Luc Montagnier who is a renowned scientist in this field has come out and warned that the vaccines are creating a major danger to society. It is the very vaccination that is creating the “breakthrough” infections because the virus they created in a lab is a lifeform in itself. It will mutate to defeat the vaccines. The risk of COVID mutating like a superbug that becomes far worse and more lethal in the years ahead is greatly increased thanks to people like Gates and Schwab. It was Gates who wanted to vaccinate the entire world in six months. Did he understand the real science that such an act might create the next Black Plague and kill 50% of the world population?

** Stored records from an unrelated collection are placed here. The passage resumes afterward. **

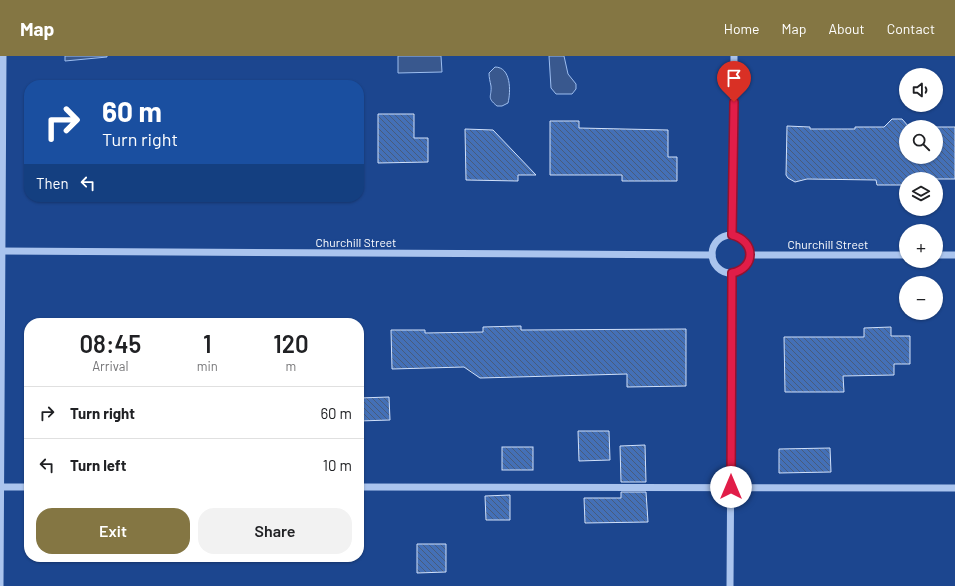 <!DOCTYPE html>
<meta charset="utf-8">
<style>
:root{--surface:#fff;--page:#f2f2f2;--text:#202124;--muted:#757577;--line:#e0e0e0;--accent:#847643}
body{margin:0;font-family:Barlow,sans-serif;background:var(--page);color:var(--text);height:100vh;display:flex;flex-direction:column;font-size:15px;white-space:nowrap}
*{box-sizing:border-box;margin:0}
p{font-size:13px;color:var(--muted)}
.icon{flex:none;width:22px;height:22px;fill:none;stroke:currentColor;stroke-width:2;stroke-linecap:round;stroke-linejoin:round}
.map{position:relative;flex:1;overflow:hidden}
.drawer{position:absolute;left:24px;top:262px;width:340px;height:244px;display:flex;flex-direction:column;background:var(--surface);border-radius:16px;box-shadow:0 1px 3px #0004}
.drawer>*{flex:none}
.banner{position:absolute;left:24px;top:24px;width:340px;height:122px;border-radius:16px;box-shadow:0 1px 3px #0004;background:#1a4fa0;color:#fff;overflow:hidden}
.fabs{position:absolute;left:899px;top:12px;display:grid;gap:8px}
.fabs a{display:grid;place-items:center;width:44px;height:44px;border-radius:50%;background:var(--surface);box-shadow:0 1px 3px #0004;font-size:20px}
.pin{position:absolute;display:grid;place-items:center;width:34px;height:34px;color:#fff;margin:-41px -17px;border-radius:50% 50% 50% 0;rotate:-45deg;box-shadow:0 0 4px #0007}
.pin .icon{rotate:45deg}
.me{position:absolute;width:44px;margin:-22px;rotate:0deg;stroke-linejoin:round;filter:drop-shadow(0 0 3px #0008)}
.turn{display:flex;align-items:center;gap:14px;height:84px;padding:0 12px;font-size:18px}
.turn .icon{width:52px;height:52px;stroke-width:2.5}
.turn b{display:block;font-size:28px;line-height:34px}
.then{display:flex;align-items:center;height:38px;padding:0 12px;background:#0003;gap:8px;font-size:15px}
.eta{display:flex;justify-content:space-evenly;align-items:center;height:68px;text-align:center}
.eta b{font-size:24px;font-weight:600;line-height:28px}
.action{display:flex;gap:8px;margin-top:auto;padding:8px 12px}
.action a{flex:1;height:46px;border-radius:16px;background:var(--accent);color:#fff;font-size:16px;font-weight:600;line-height:46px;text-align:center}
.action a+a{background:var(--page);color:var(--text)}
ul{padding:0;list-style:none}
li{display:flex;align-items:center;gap:12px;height:52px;padding:0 12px;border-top:1px solid var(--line)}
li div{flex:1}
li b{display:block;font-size:15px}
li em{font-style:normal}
header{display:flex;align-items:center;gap:24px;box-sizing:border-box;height:56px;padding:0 20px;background:var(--accent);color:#fff}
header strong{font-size:19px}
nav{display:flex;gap:22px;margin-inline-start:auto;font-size:14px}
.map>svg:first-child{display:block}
.water{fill:#39588e;stroke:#9dbef0}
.building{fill:url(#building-back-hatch);stroke:#d0e0fa}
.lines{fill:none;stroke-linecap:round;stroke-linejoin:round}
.minor{stroke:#aac4ee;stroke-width:7}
.route-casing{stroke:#92132f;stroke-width:10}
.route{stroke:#e11d48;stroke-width:7}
.labels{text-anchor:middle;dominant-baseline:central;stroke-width:4;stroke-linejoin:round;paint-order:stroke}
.street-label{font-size:12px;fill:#fff;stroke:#1c468f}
</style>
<header>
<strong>Map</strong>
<nav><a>Home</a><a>Map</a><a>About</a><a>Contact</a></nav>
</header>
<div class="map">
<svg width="955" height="530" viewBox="0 0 955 530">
<defs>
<pattern id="building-back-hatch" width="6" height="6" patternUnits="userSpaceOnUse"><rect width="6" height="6" fill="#4470b7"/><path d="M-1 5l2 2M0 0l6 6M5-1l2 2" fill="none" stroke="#485c7c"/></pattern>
</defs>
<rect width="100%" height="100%" fill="#1c468f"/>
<!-- water -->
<g class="water">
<polygon points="65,0 107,0 107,1 65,5"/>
<polygon points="398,0 441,0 442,16 398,17"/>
<polygon points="549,0 564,0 568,18 576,28 576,33 572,38 556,38 551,32"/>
<path d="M495,11C511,11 511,35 508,47L502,50H497C486,41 492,41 491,30C490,25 489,22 489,17Z"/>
</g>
<!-- building -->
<g class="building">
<polygon points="378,58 414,58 414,82 428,82 428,106 378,107"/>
<polygon points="892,63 902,63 909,71 929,71 906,71 906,101 936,101 936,71 955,71 955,123 906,123 906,129 877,129 876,124 807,123 795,126 788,122 786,119 787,70 810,71 810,73 855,73 855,71 884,71"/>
<polygon points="550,65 579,65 579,72 668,74 668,101 677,101 677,125 622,125 622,119 550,119"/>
<polygon points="465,73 493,74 536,119 518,119 518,125 466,124"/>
<polygon points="521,270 521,274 686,273 686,330 627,331 627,318 480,322 464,311 392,313 391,274 425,274 425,277 483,276 483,271"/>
<polygon points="891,271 891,280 910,280 910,308 894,308 894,319 843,320 844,336 785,336 784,281 864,281 864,272"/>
<polygon points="389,341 390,364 359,365 359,342"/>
<polygon points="578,375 609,375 610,404 579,405"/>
<polygon points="645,389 646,426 621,426 620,390"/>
<rect x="502" y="391" width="31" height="23"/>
<polygon points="830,392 831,416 779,417 779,393"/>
<polygon points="621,436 646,436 648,466 585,467 584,442 621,442"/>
<polygon points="510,439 510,464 486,464 485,440"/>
<polygon points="417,488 446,488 446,516 417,517"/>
</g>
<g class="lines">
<!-- minor -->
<g class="minor">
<polyline points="733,179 734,0"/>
<circle cx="731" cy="198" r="19"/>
<polyline points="0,195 712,199"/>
<polyline points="750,199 906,199"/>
<polyline points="936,199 955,199"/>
<polyline points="0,431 29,431"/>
<polyline points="359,431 955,432"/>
<polyline points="0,530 3,0"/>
<polyline points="730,530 732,217"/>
</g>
</g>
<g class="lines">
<!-- route casing -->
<g class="route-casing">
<path id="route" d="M731,431L732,217C756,212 756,185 732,179L734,46"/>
</g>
<!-- route -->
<use href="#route" class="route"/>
</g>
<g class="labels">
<!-- street labels -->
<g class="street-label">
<text x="356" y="186">Churchill Street</text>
<text x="828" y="188">Churchill Street</text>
</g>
</g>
</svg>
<div class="fabs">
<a><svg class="icon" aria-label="sound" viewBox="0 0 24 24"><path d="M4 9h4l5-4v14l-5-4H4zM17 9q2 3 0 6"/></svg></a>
<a><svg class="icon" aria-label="search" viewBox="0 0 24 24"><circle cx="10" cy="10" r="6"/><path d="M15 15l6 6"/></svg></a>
<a><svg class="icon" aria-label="layers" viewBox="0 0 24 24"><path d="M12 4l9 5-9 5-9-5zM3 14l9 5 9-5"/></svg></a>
<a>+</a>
<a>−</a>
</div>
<div class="pin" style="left:734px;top:46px;background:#d93025"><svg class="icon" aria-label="arrive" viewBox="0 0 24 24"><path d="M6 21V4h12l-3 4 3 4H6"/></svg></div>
<svg class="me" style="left:731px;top:431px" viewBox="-20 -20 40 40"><circle r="19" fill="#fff"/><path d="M0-13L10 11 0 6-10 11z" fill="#e11d48"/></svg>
<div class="banner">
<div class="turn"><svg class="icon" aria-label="right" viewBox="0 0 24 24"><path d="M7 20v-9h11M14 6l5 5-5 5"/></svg><div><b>60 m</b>Turn right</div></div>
<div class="then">Then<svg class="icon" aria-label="left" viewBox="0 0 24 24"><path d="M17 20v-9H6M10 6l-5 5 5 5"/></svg></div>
</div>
<section class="drawer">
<div class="eta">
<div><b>08:45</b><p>Arrival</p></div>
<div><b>1</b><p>min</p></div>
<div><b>120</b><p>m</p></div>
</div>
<ul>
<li><svg class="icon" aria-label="right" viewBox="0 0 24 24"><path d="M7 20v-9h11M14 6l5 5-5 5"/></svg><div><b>Turn right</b></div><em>60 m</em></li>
<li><svg class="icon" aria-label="left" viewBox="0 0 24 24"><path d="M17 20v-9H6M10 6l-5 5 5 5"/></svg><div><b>Turn left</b></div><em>10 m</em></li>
</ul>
<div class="action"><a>Exit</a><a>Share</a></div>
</section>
</div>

Montagnier explains that the vaccines may kill off some mutations, but the ones that survive become strong, and the virus will mutate to survive. He has warned that the vaccines are actually feeding the disease and promoting it. The new resistance to the vaccines means that the “new variants are created by the selection of antibodies produced by vaccination.

Our model on the disease cycle had forecast a new wave would emerge at this time, but it did not predict which virus would emerge. I cannot be sure if what Bill Gates has unleashed upon the world will end up fulfilling that cyclical forecast. The mutations of this creation may evolve in ways even Gates had no idea.